Tag Archives: architecture

living roofs

I have a bit of a thing about grassy roofs. Green, herby, living patches of turf adorning the roofs above our heads. Mossy, breathing, soily and elementary – hobbity and understated and modern at once.

It’s the way they cross boundaries, merging living plants and foliagey nature with practical, pragmatic design and real building solutions. 

It’s all part of my slight obsession with Peter Zumthor and his deliciously earthy, enigmatic architectural design.

Like the art of Andy Goldsworthy, Richard Lang or even Anthony Gormley (in particluar, Ironmen at Crosby Beach), Zumthor’s architecture flows from the land, it takes a lead from the crinkles or sweeps of the earth, the local materials and natural watercouses that define and shape the area.

Zumthor’s buildings hum with energy and life, but sit serene and mysterious. His Thermal baths at Vals (with their seasonal living roofs) look and feel as if they have been hewn out of the surrounding mountain rock and water, reflective and flowing, binds it all together.  The brand new building and the prehistoric land merge and fit each other.

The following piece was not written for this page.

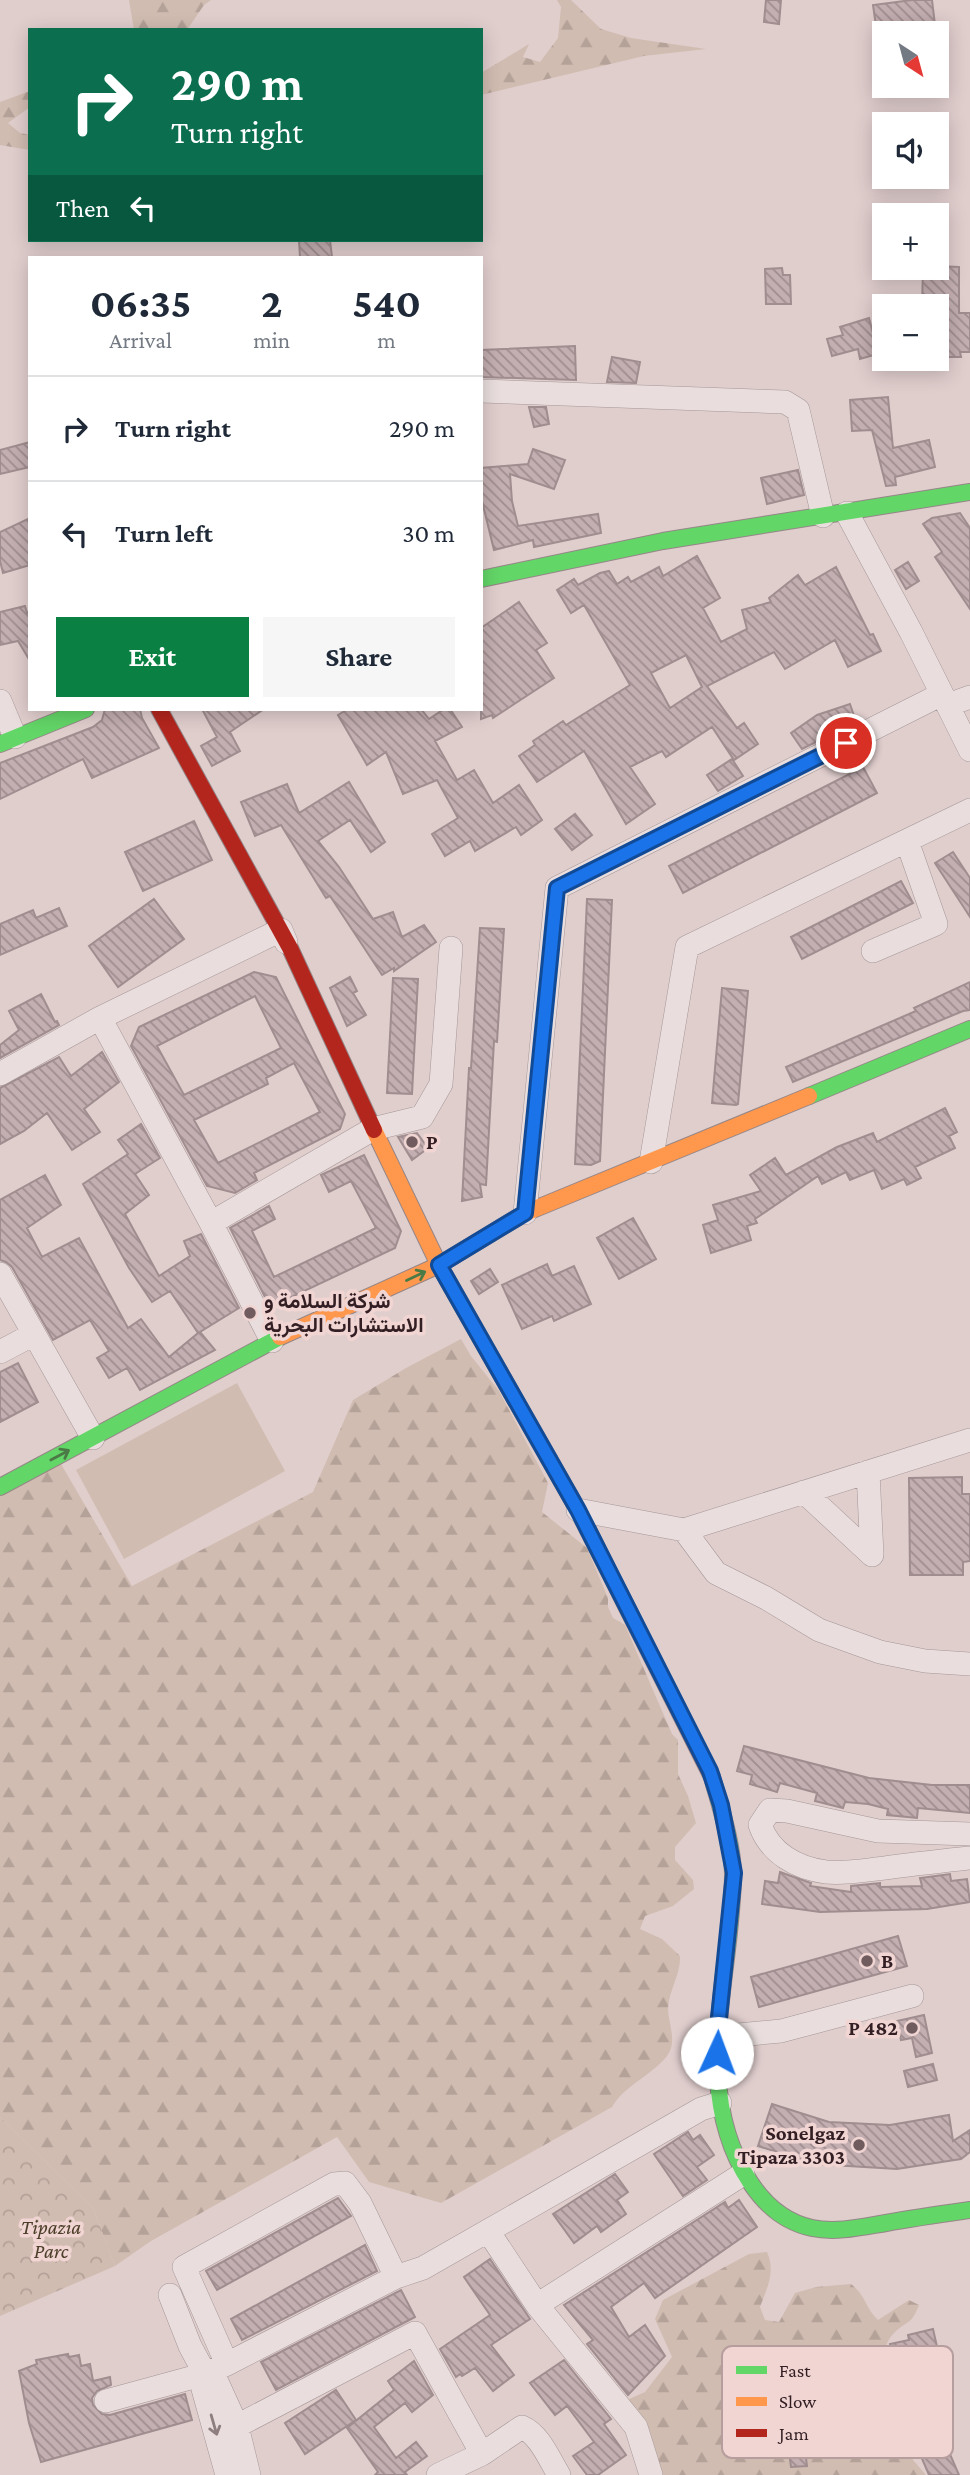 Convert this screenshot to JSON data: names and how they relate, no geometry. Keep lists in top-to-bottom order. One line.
{"parks":["Tipazia Parc"],"places":["P","شركة السلامة و الاستشارات البحرية","B","P 482","Sonelgaz Tipaza 3303"],"legend":["Fast","Slow","Jam"],"north":"bottom right","page":{"map_buttons":["+","−"],"turn":["290 m","Turn right"],"then":"Then","eta":["06:35","Arrival","2","min","540","m"],"list":[{"name":"Turn right","value":"290 m"},{"name":"Turn left","value":"30 m"}],"buttons":["Exit","Share"]}}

It draws us in to the landscape and connects us to the space, adding another dimension to the constantly changing transcience of a natural scene.

Back to grass roofs. I hear that the UK’s largest grass roof is being built at Hemel Hempstead. Yards and yards of lovely elevated green grass and I feel strangely unexcited.

The reason? It is crowning an indoor ski slope. I know that we are not blessed with the geographical loveliness of Graubunden, but it’s just so horribly poetic that our largest grass roof will be sitting on top of a few hundred tonnes of atmospherically controlled, energy-intesive, chemically-laden, not at all natural man-made snow. In Hertfordshire.

Architectural oasis

On a recent trip to Abu Dhabi, taking a break from the air-conditioned malls and oven-like stamp-sized beaches, I visited the uninspiring monolithic mountain of marble that is the state-owned Emirates Palace Hotel.

A weirdly unspectacular place, clad in the requisite Gulf garb of gold leaf and crystal, the Palace is not too far in design from its neighbours, which happen to be real palaces. Domed and resplendent, the Palace looks bloated and heavy compared to more modern designs further down the (beautifully re-straightened…and re-re-straightened…) corniche.

The best part of the EPH is, however, done very well. It’s a temporary museum showcasing the development plans for the now world-famous construction site that will one day soon be Saadiyat Island. Billed as a ‘cultural capital’ of the Gulf, Saadiyat combines vast amounts of housing, office space and retail and leisure spaces with the eponymous jewels of the crown – a handful of theatres, museums, galleries and concert halls that rival the very best in the world.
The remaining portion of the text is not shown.